*** PROVIDED RECORDS Section Begins ***

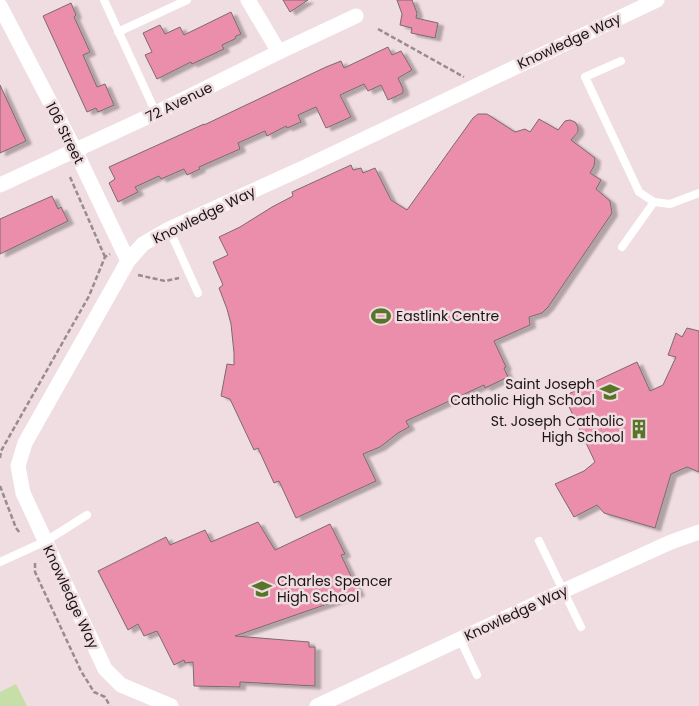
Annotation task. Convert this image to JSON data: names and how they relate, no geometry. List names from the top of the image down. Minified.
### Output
{"streets":{"street":["Knowledge Way","72 Avenue","106 Street"]},"crossings":[["Knowledge Way","106 Street"],["72 Avenue","106 Street"]],"places":{"sports":["Eastlink Centre"],"school or university":["Saint Joseph Catholic High School","Charles Spencer High School"],"building":["St. Joseph Catholic High School"]}}
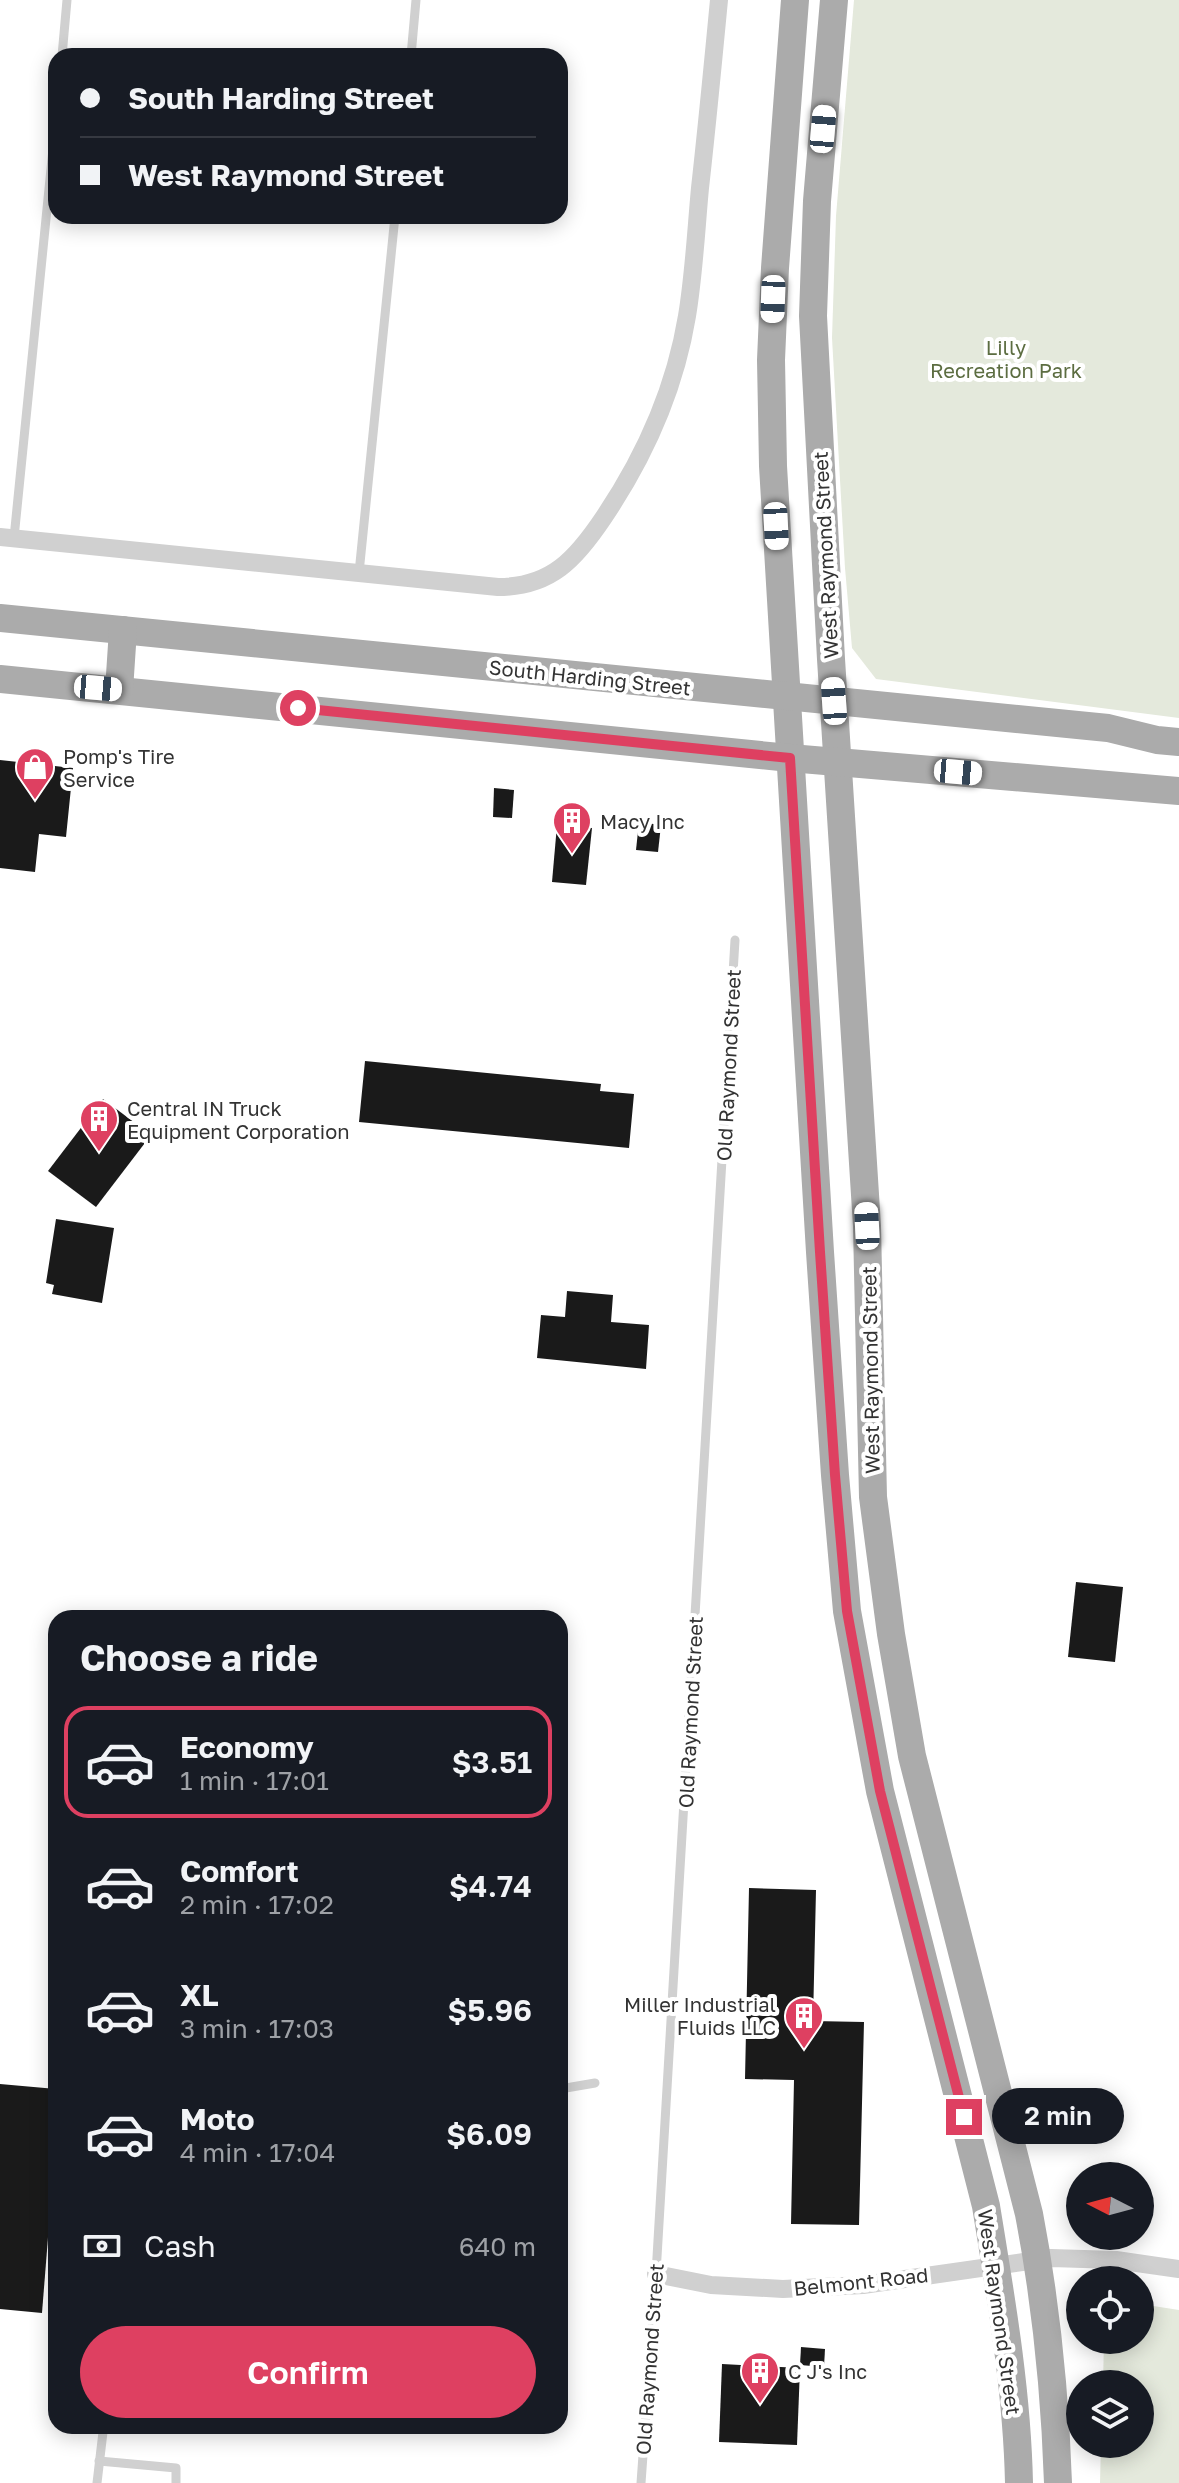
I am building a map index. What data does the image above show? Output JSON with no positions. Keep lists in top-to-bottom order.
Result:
{
  "streets": {
    "main road": ["West Raymond Street", "South Harding Street"],
    "street": ["Belmont Road"],
    "lane": ["Old Raymond Street"]
  },
  "crossings": [
    ["West Raymond Street", "South Harding Street"],
    ["West Raymond Street", "Belmont Road"],
    ["Old Raymond Street", "Belmont Road"]
  ],
  "parks": ["Lilly Recreation Park"],
  "places": {
    "shop": ["Pomp's Tire Service"],
    "building": [
      "Macy Inc",
      "Central IN Truck Equipment Corporation",
      "Miller Industrial Fluids LLC",
      "C J's Inc"
    ]
  },
  "north": "left",
  "page": {
    "banner": ["South Harding Street", "West Raymond Street"],
    "heading": "Choose a ride",
    "list": [
      {
        "name": "Economy",
        "note": "1 min · 17:01",
        "value": "$3.51"
      },
      {
        "name": "Comfort",
        "note": "2 min · 17:02",
        "value": "$4.74"
      },
      {
        "name": "XL",
        "note": "3 min · 17:03",
        "value": "$5.96"
      },
      {
        "name": "Moto",
        "note": "4 min · 17:04",
        "value": "$6.09"
      }
    ],
    "bubble": "2 min",
    "pay": ["Cash", "640 m"],
    "buttons": "Confirm"
  }
}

*** PROVIDED RECORDS Section Ends ***

→ **DESCRIPTION OF THE TASK**
Copy the records exactly as they appear, excluding images.

→ **RESPONSE TO THIS TASK**
Annotation task. Convert this image to JSON data: names and how they relate, no geometry. List names from the top of the image down. Minified.
### Output
{"streets":{"street":["Knowledge Way","72 Avenue","106 Street"]},"crossings":[["Knowledge Way","106 Street"],["72 Avenue","106 Street"]],"places":{"sports":["Eastlink Centre"],"school or university":["Saint Joseph Catholic High School","Charles Spencer High School"],"building":["St. Joseph Catholic High School"]}}
I am building a map index. What data does the image above show? Output JSON with no positions. Keep lists in top-to-bottom order.
Result:
{
  "streets": {
    "main road": ["West Raymond Street", "South Harding Street"],
    "street": ["Belmont Road"],
    "lane": ["Old Raymond Street"]
  },
  "crossings": [
    ["West Raymond Street", "South Harding Street"],
    ["West Raymond Street", "Belmont Road"],
    ["Old Raymond Street", "Belmont Road"]
  ],
  "parks": ["Lilly Recreation Park"],
  "places": {
    "shop": ["Pomp's Tire Service"],
    "building": [
      "Macy Inc",
      "Central IN Truck Equipment Corporation",
      "Miller Industrial Fluids LLC",
      "C J's Inc"
    ]
  },
  "north": "left",
  "page": {
    "banner": ["South Harding Street", "West Raymond Street"],
    "heading": "Choose a ride",
    "list": [
      {
        "name": "Economy",
        "note": "1 min · 17:01",
        "value": "$3.51"
      },
      {
        "name": "Comfort",
        "note": "2 min · 17:02",
        "value": "$4.74"
      },
      {
        "name": "XL",
        "note": "3 min · 17:03",
        "value": "$5.96"
      },
      {
        "name": "Moto",
        "note": "4 min · 17:04",
        "value": "$6.09"
      }
    ],
    "bubble": "2 min",
    "pay": ["Cash", "640 m"],
    "buttons": "Confirm"
  }
}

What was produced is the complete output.